As I was putting the empty soda cans into the return machine, warm soda splattering on my jacket, I thought, “What am I going to do with all this money? I suppose I could start Christmas shopping.” Soon after, Gwenyth Paltrow comes out with her 2014 gift guide. It’s like she read my mind. Here are a few items she suggests:
Atsuya et Akiko magic wand ($44)
I can’t wait to see my mother’s face when she opens this magic wand. Her magic wand broke a few years ago. She has been relying on good old fashioned potion. While reliable, the wand will cut the amount of time it takes to cast a spell in half. I think we can all agree that $44 is money well spent if you can turn a frog into a prince.
Tina Frey large white bucket ($370)
I don’t know about you, but I am sick and tired of making my kids vomit in a Lowe’s painter’s pail. What are we, animals? We should be puking in style. Plus, the kids can get sick at once. This is large enough for two people to puke together. The family is going to really appreciate this gift.
Diamond Thickie vase, $12,000
My son won’t mind skipping a year of college so I can buy a vase that only holds one flower. I have a friend who has to carry her flower everywhere because she doesn’t have a vase. She can’t play on the monkey bars, sing patty cake or walk on her hands. That is no way to live. She is going to love having two free hands again.
Bocce set by Fredericks & Mae ($320)
Imagine my embarrassment every time I bring out my Bocce set. The balls are not hand painted. I cringe to think what the other country club members are thinking. Santa may have to bring this to yours truly. It’s worth letting the gas bill slide to buy a game that most people don’t know how to play. Who needs heat during the month of December in New York?
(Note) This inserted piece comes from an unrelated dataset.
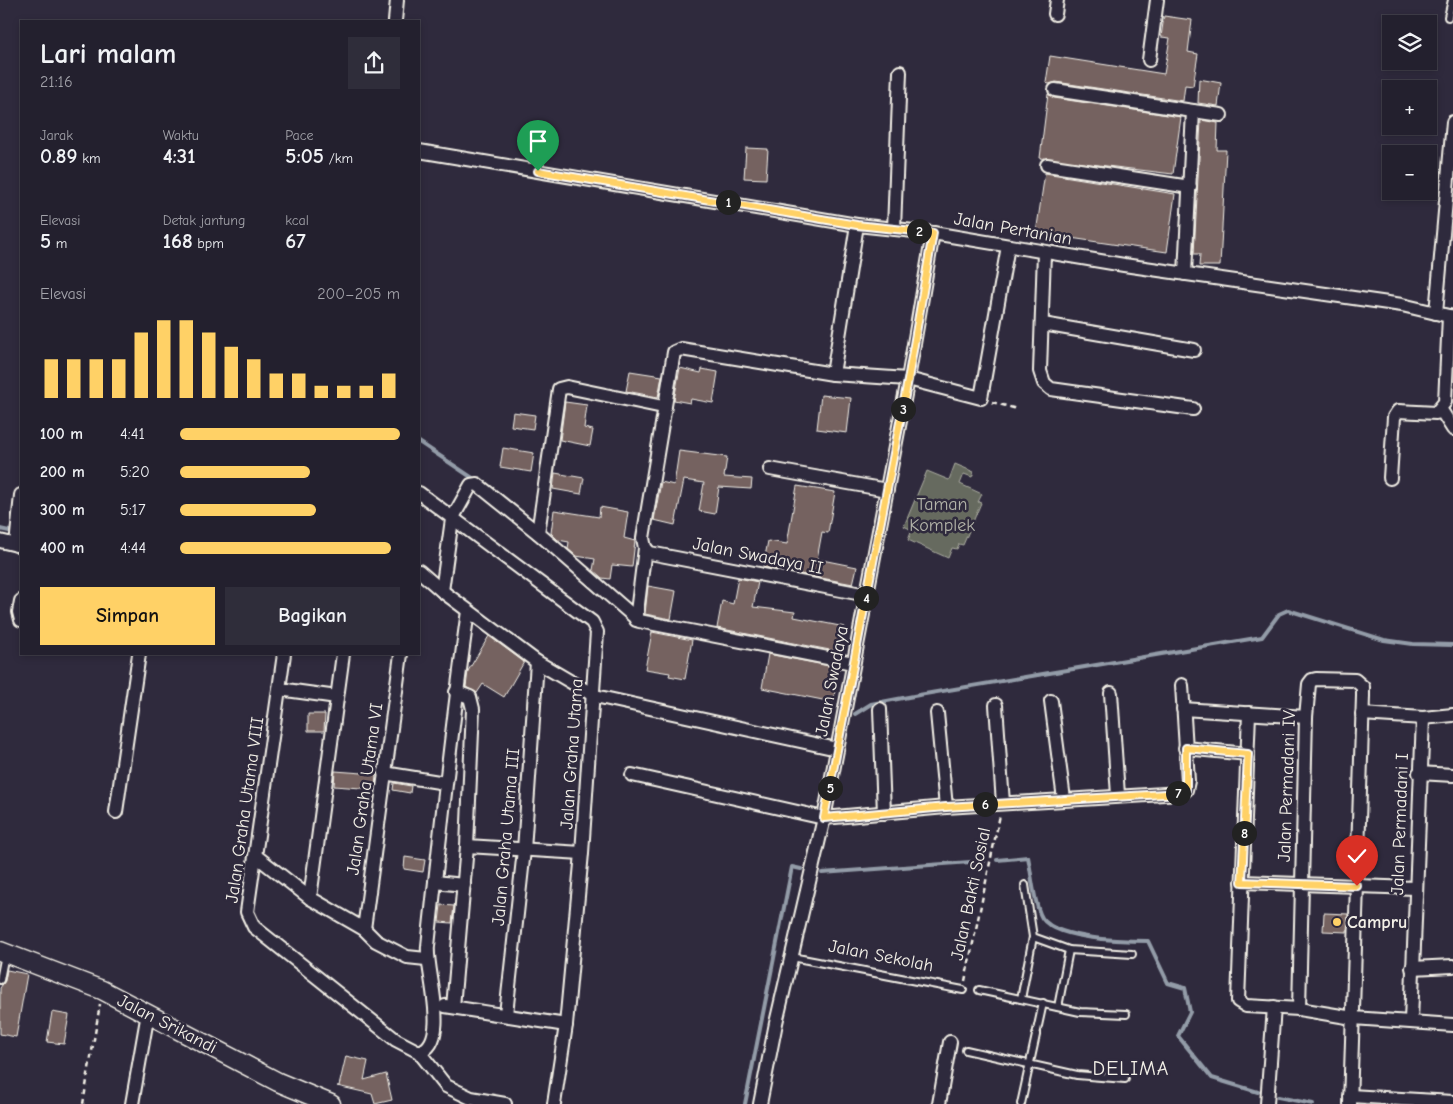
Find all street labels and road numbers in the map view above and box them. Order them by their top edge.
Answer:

Mackage Lorde Kids Coat, $450
My daughter is going to look fabulous in this coat that will fit her for a few weeks. I can use the grocery money to pay for it. Staring at this beautiful outerwear will distract us from the constant, piercing hunger pains.
Nokona X Shinola Baseball Glove, $435
When my son feels how soft the leather is on this glove he will want to play baseball. He won’t whine to stay inside and play Minecraft. He won’t care that this will be his only present until he graduates high school. He is 7-years-old. Of course, he will have to throw the ball to himself because we won’t be able to afford the local Little League registration fee. Then again, maybe grandma can wave her magic wand and get him on a team.
Easy Health Angel Juicer ($4,739)
I bought my first car for less than the cost of this juicer. I saved every penny to buy a Dodge Daytona. I thought I was the bomb. Of course, it had a spoiler. My family only has to drink 94,780 more cans of soda and this juicer is sold. Hopefully, it lasts longer than the Daytona.
HOLY that was funny! She is an idiot.